»»
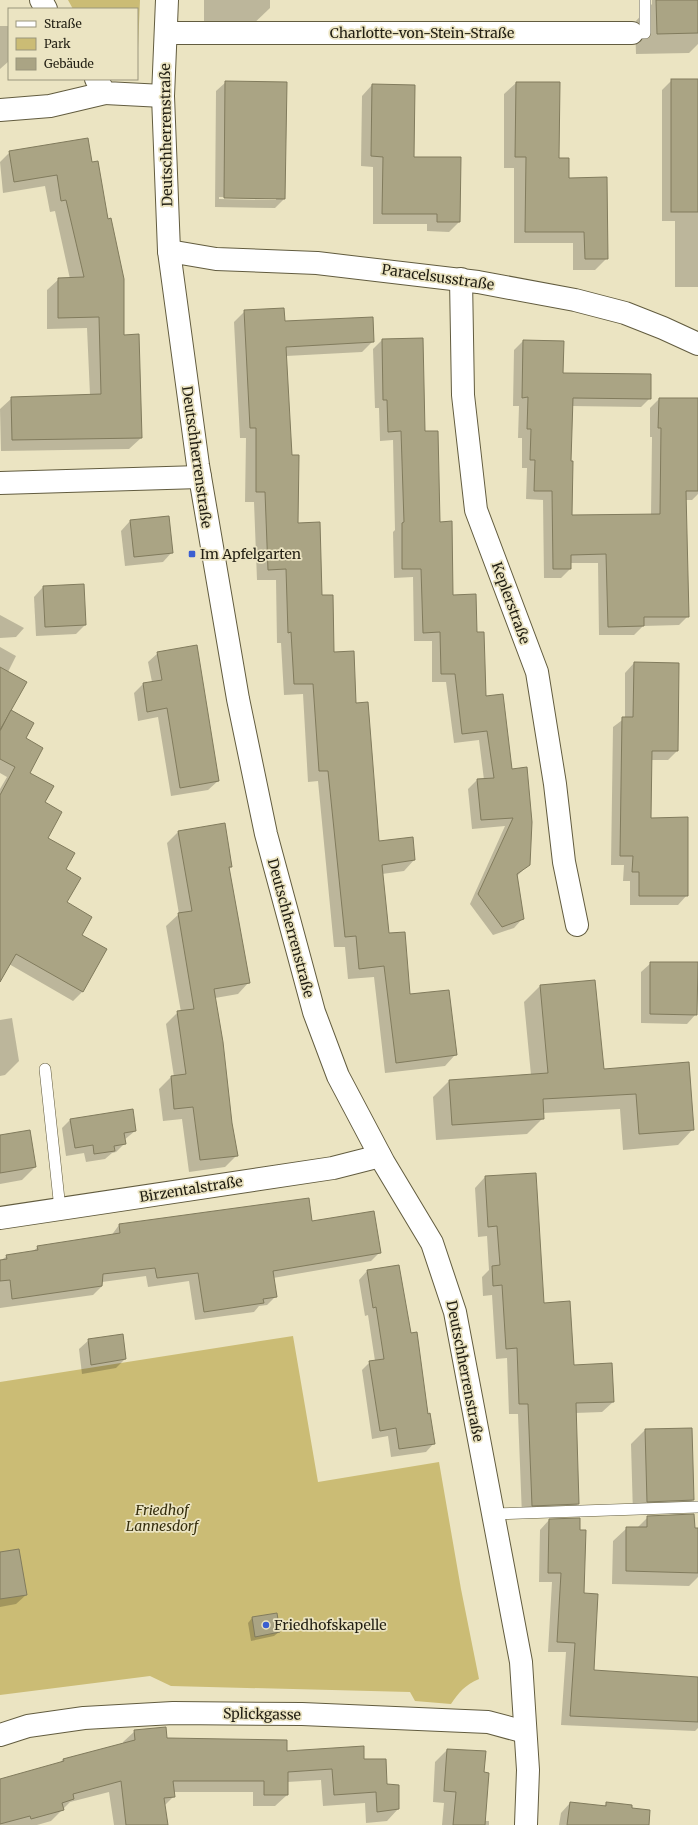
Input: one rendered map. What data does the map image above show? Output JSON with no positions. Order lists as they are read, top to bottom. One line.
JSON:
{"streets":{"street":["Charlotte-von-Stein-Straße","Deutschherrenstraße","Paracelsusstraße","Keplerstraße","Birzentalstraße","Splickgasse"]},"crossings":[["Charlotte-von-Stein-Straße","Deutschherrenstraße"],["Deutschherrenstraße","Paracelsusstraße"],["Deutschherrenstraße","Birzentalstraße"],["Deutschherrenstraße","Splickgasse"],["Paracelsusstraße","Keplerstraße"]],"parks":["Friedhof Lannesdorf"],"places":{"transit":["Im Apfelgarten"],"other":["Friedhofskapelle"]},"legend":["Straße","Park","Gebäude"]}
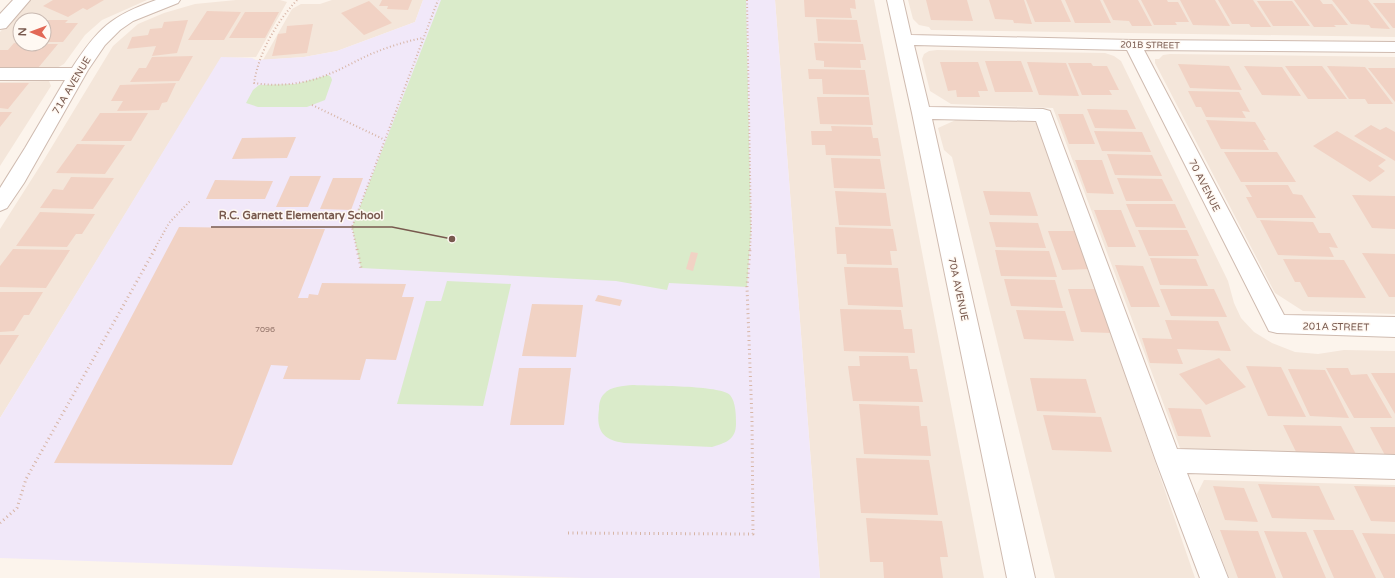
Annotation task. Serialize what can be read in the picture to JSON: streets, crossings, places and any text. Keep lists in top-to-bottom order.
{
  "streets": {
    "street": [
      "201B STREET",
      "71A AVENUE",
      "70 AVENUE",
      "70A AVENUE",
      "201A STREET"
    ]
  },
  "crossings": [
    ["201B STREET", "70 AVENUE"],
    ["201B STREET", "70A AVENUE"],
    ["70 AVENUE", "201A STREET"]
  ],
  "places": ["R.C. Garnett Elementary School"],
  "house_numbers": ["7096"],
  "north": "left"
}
««
TRY IT >> When you give the entries again, keep them exact and omit any picture they contain.

ANSWER TO THIS TASK >>
Input: one rendered map. What data does the map image above show? Output JSON with no positions. Order lists as they are read, top to bottom. One line.
JSON:
{"streets":{"street":["Charlotte-von-Stein-Straße","Deutschherrenstraße","Paracelsusstraße","Keplerstraße","Birzentalstraße","Splickgasse"]},"crossings":[["Charlotte-von-Stein-Straße","Deutschherrenstraße"],["Deutschherrenstraße","Paracelsusstraße"],["Deutschherrenstraße","Birzentalstraße"],["Deutschherrenstraße","Splickgasse"],["Paracelsusstraße","Keplerstraße"]],"parks":["Friedhof Lannesdorf"],"places":{"transit":["Im Apfelgarten"],"other":["Friedhofskapelle"]},"legend":["Straße","Park","Gebäude"]}
Annotation task. Serialize what can be read in the picture to JSON: streets, crossings, places and any text. Keep lists in top-to-bottom order.
{
  "streets": {
    "street": [
      "201B STREET",
      "71A AVENUE",
      "70 AVENUE",
      "70A AVENUE",
      "201A STREET"
    ]
  },
  "crossings": [
    ["201B STREET", "70 AVENUE"],
    ["201B STREET", "70A AVENUE"],
    ["70 AVENUE", "201A STREET"]
  ],
  "places": ["R.C. Garnett Elementary School"],
  "house_numbers": ["7096"],
  "north": "left"
}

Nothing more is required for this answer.